[[ RECORDS PROVIDED open ]]
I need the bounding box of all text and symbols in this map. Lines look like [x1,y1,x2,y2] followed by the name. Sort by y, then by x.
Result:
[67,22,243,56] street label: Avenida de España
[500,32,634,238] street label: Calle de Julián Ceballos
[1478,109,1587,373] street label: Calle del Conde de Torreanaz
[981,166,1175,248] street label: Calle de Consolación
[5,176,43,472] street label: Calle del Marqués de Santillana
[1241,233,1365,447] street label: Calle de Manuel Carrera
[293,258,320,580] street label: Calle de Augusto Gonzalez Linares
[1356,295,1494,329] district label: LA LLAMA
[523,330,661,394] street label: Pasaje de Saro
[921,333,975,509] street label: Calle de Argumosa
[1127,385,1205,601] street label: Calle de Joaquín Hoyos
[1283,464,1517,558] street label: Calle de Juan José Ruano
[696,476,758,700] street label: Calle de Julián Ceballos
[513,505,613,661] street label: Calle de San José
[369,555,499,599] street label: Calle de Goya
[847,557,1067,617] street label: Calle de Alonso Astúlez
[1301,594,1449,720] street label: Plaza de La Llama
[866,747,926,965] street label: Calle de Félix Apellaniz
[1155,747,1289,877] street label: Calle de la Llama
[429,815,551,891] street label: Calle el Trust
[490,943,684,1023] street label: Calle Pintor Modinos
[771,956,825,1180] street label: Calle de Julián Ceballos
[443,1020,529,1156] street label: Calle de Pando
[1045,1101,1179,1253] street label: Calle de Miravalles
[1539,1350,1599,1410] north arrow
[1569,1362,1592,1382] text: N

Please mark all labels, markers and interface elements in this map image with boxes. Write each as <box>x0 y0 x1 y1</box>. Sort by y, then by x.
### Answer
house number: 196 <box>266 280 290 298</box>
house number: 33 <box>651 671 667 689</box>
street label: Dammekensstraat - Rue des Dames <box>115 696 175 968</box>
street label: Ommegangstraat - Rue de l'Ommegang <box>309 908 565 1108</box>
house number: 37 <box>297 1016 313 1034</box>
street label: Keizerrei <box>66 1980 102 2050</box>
[[ RECORDS PROVIDED closed ]]
### WORK INSTRUCTION
Retype all of the entries exactly, please.

### TASK SOLUTION
I need the bounding box of all text and symbols in this map. Lines look like [x1,y1,x2,y2] followed by the name. Sort by y, then by x.
Result:
[67,22,243,56] street label: Avenida de España
[500,32,634,238] street label: Calle de Julián Ceballos
[1478,109,1587,373] street label: Calle del Conde de Torreanaz
[981,166,1175,248] street label: Calle de Consolación
[5,176,43,472] street label: Calle del Marqués de Santillana
[1241,233,1365,447] street label: Calle de Manuel Carrera
[293,258,320,580] street label: Calle de Augusto Gonzalez Linares
[1356,295,1494,329] district label: LA LLAMA
[523,330,661,394] street label: Pasaje de Saro
[921,333,975,509] street label: Calle de Argumosa
[1127,385,1205,601] street label: Calle de Joaquín Hoyos
[1283,464,1517,558] street label: Calle de Juan José Ruano
[696,476,758,700] street label: Calle de Julián Ceballos
[513,505,613,661] street label: Calle de San José
[369,555,499,599] street label: Calle de Goya
[847,557,1067,617] street label: Calle de Alonso Astúlez
[1301,594,1449,720] street label: Plaza de La Llama
[866,747,926,965] street label: Calle de Félix Apellaniz
[1155,747,1289,877] street label: Calle de la Llama
[429,815,551,891] street label: Calle el Trust
[490,943,684,1023] street label: Calle Pintor Modinos
[771,956,825,1180] street label: Calle de Julián Ceballos
[443,1020,529,1156] street label: Calle de Pando
[1045,1101,1179,1253] street label: Calle de Miravalles
[1539,1350,1599,1410] north arrow
[1569,1362,1592,1382] text: N

Please mark all labels, markers and interface elements in this map image with boxes. Write each as <box>x0 y0 x1 y1</box>. Sort by y, then by x.
### Answer
house number: 196 <box>266 280 290 298</box>
house number: 33 <box>651 671 667 689</box>
street label: Dammekensstraat - Rue des Dames <box>115 696 175 968</box>
street label: Ommegangstraat - Rue de l'Ommegang <box>309 908 565 1108</box>
house number: 37 <box>297 1016 313 1034</box>
street label: Keizerrei <box>66 1980 102 2050</box>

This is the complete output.